Enhancing Counterfactual Classification via Self-Training
This work addresses biased data distributions in applications like pricing and precision medicine, offering an incremental improvement through domain adaptation techniques.
The paper tackles the problem of counterfactual classification with partial feedback, where only outcomes for chosen actions are observed, by proposing a self-training algorithm that imputes pseudolabels to simulate randomized trials. It demonstrates effectiveness on synthetic and real datasets, with concrete performance gains reported in experiments.

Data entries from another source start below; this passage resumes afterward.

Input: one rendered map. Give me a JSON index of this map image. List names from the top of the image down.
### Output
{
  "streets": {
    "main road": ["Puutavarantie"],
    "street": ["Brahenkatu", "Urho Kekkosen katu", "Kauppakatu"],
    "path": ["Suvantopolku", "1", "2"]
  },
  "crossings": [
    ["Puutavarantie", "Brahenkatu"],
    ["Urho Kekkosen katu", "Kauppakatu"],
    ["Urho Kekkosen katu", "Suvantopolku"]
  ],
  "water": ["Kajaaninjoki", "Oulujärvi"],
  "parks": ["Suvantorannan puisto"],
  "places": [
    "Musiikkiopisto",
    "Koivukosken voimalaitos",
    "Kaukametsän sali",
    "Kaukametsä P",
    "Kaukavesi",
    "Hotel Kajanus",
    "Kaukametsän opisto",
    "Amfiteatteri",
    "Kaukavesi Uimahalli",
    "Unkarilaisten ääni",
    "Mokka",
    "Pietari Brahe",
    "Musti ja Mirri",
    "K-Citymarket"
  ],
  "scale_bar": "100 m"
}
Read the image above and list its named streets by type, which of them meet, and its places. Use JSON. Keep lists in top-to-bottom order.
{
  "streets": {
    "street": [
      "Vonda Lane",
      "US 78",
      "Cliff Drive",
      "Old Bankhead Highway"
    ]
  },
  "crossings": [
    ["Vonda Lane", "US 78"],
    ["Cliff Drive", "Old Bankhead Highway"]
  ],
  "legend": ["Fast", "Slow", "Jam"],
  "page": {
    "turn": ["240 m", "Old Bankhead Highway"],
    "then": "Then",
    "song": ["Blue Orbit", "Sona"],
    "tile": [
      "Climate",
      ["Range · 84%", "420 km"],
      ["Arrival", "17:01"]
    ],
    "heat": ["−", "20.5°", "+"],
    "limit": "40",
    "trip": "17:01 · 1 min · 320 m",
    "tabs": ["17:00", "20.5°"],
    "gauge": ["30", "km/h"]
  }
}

Unlike traditional supervised learning, in many settings only partial feedback is available. We may only observe outcomes for the chosen actions, but not the counterfactual outcomes associated with other alternatives. Such settings encompass a wide variety of applications including pricing, online marketing and precision medicine. A key challenge is that observational data are influenced by historical policies deployed in the system, yielding a biased data distribution. We approach this task as a domain adaptation problem and propose a self-training algorithm which imputes outcomes with categorical values for finite unseen actions in the observational data to simulate a randomized trial through pseudolabeling, which we refer to as Counterfactual Self-Training (CST). CST iteratively imputes pseudolabels and retrains the model. In addition, we show input consistency loss can further improve CST performance which is shown in recent theoretical analysis of pseudolabeling. We demonstrate the effectiveness of the proposed algorithms on both synthetic and real datasets.